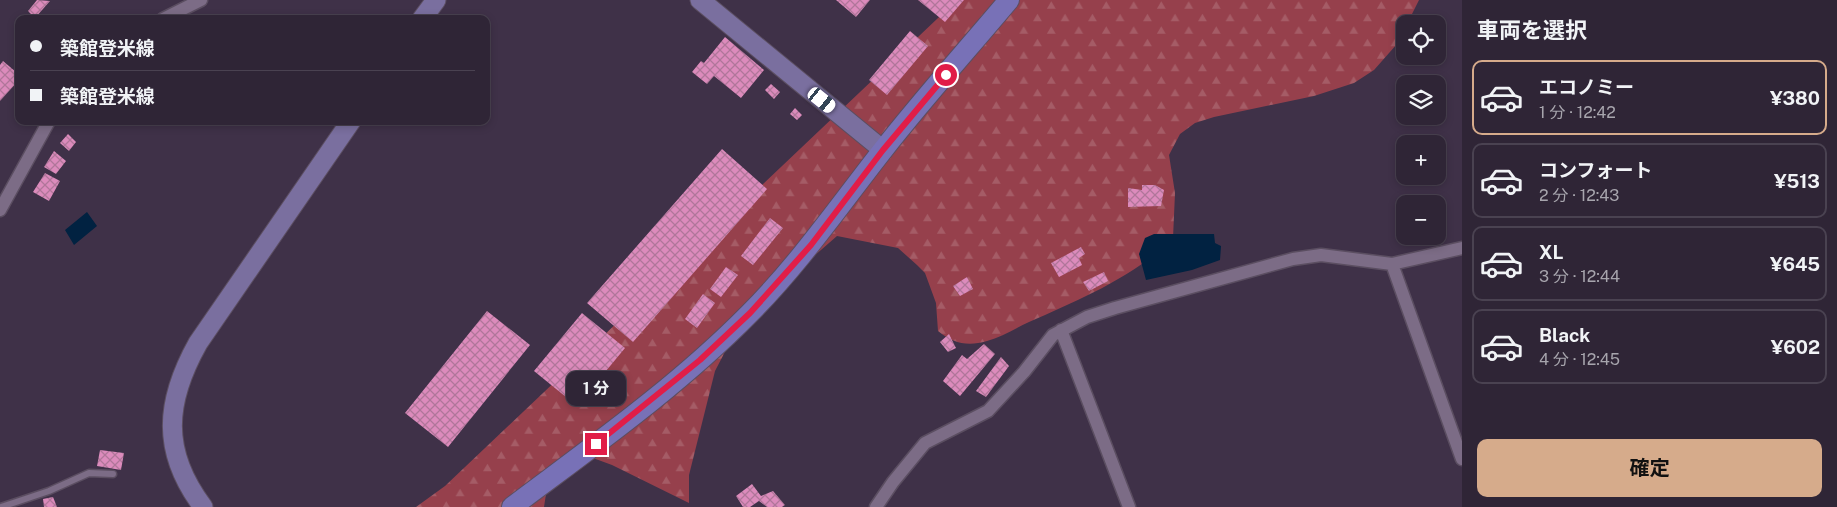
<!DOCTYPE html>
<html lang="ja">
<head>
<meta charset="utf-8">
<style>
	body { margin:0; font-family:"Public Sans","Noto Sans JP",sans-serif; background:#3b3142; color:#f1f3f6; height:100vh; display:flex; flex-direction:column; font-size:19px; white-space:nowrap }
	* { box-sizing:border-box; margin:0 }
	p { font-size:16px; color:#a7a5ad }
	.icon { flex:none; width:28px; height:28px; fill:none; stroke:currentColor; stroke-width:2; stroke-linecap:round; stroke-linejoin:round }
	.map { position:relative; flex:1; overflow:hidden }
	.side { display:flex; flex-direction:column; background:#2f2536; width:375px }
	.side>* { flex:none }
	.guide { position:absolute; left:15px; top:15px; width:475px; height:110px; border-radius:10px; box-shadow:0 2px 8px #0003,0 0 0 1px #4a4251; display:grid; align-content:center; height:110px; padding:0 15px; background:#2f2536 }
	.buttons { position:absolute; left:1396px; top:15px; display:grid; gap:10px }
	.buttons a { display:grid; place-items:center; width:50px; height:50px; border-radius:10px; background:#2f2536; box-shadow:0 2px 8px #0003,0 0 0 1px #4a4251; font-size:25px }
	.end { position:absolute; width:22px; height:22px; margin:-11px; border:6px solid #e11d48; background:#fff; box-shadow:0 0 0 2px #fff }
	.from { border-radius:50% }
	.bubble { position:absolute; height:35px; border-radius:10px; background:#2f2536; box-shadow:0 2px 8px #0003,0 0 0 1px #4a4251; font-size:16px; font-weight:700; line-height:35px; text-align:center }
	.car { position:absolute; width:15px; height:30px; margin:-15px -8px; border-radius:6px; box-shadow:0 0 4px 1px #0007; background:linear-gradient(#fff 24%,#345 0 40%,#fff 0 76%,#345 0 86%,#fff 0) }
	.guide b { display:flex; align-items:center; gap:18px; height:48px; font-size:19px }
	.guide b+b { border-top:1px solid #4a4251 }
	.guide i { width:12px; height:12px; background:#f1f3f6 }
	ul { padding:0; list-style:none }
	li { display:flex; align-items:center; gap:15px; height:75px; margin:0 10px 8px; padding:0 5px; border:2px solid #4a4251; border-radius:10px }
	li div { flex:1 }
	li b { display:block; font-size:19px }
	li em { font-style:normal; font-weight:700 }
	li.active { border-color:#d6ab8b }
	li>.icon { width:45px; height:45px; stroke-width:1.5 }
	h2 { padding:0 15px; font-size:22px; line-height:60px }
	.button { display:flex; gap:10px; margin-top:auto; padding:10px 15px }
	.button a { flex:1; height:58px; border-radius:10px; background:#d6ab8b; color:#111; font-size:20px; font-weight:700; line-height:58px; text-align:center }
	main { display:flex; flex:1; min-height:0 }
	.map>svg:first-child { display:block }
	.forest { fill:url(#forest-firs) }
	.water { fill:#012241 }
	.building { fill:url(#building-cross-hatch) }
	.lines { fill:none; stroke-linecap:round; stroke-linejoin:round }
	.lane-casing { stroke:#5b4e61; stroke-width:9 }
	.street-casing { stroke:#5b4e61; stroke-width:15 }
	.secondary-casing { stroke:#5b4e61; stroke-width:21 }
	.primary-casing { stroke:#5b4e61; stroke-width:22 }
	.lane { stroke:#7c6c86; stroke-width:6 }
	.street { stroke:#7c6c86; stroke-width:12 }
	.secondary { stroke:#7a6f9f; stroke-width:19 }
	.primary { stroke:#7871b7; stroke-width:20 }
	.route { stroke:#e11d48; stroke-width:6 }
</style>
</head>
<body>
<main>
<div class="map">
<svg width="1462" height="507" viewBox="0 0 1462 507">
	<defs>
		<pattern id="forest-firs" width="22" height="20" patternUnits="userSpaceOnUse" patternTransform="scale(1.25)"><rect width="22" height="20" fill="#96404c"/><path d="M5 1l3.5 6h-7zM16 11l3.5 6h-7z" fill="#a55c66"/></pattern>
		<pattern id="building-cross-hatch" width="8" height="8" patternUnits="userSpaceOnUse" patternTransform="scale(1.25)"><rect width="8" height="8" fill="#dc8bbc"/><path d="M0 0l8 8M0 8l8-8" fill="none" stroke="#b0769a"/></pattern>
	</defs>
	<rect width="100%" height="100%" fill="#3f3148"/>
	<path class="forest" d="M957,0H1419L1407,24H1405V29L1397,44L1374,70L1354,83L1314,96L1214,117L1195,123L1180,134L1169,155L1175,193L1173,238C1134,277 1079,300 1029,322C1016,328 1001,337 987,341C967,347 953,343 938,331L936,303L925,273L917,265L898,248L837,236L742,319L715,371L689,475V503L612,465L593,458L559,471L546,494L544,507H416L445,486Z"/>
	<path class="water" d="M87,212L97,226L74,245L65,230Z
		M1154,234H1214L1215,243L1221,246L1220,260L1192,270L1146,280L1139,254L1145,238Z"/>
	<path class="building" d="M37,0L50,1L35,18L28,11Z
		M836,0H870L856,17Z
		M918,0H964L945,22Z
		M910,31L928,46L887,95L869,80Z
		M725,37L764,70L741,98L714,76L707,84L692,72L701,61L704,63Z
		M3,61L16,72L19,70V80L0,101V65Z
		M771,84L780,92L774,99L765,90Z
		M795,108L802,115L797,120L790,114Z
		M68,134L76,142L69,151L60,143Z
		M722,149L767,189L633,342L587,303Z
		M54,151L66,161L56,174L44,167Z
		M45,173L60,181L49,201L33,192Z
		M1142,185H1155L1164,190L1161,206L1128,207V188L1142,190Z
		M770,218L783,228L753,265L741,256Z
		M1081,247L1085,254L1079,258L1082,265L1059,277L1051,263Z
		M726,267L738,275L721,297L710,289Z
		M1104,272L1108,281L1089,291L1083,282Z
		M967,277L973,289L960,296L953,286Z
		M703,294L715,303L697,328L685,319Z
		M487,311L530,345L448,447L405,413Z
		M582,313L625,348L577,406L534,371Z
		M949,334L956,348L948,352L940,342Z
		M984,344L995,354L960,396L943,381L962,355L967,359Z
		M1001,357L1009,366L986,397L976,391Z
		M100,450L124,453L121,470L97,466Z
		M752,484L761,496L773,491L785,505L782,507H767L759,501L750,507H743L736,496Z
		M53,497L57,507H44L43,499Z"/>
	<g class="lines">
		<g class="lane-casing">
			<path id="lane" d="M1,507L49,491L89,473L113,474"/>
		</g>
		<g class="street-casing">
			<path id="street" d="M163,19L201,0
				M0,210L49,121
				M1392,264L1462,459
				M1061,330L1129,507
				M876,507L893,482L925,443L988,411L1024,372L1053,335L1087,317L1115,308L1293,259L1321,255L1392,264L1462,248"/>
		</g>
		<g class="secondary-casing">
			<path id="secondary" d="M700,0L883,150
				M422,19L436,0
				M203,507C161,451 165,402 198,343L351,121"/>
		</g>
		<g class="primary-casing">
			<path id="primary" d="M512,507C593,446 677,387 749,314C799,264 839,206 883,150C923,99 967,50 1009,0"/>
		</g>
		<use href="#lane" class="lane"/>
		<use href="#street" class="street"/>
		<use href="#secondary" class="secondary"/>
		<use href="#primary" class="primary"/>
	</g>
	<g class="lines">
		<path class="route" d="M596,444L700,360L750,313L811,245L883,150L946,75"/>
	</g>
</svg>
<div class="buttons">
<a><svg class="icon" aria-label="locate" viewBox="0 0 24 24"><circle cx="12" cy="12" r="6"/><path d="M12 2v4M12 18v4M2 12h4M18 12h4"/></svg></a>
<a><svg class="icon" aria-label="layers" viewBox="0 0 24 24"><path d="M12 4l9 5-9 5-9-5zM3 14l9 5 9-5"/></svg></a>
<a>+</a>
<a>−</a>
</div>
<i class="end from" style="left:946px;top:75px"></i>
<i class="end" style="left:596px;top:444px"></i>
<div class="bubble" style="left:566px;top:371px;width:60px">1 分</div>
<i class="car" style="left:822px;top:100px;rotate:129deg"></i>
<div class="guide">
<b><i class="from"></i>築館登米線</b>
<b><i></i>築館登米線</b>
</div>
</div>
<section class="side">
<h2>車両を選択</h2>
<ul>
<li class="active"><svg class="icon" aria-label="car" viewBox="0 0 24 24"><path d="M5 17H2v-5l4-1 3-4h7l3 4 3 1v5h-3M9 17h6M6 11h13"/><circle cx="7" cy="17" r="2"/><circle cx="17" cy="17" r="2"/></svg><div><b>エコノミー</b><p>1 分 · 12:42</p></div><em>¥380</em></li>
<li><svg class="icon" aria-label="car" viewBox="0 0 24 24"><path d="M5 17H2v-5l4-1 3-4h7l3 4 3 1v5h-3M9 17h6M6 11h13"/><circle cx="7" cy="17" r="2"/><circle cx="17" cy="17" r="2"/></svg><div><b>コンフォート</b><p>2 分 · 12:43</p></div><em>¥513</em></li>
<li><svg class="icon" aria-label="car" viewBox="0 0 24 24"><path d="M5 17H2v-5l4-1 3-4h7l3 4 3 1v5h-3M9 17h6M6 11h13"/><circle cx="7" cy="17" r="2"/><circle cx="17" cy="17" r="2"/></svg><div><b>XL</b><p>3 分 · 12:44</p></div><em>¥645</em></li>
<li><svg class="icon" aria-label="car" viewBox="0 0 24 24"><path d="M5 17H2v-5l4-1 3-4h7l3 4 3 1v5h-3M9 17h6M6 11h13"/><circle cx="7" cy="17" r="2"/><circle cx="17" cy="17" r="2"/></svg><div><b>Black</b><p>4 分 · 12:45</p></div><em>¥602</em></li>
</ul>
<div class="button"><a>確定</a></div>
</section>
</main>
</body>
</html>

_____

# [WORK TASK]
Search the data for the string "active" and copy every line where it appears.

# [THE COMPLETED TASK]
	li.active { border-color:#d6ab8b }
<li class="active"><svg class="icon" aria-label="car" viewBox="0 0 24 24"><path d="M5 17H2v-5l4-1 3-4h7l3 4 3 1v5h-3M9 17h6M6 11h13"/><circle cx="7" cy="17" r="2"/><circle cx="17" cy="17" r="2"/></svg><div><b>エコノミー</b><p>1 分 · 12:42</p></div><em>¥380</em></li>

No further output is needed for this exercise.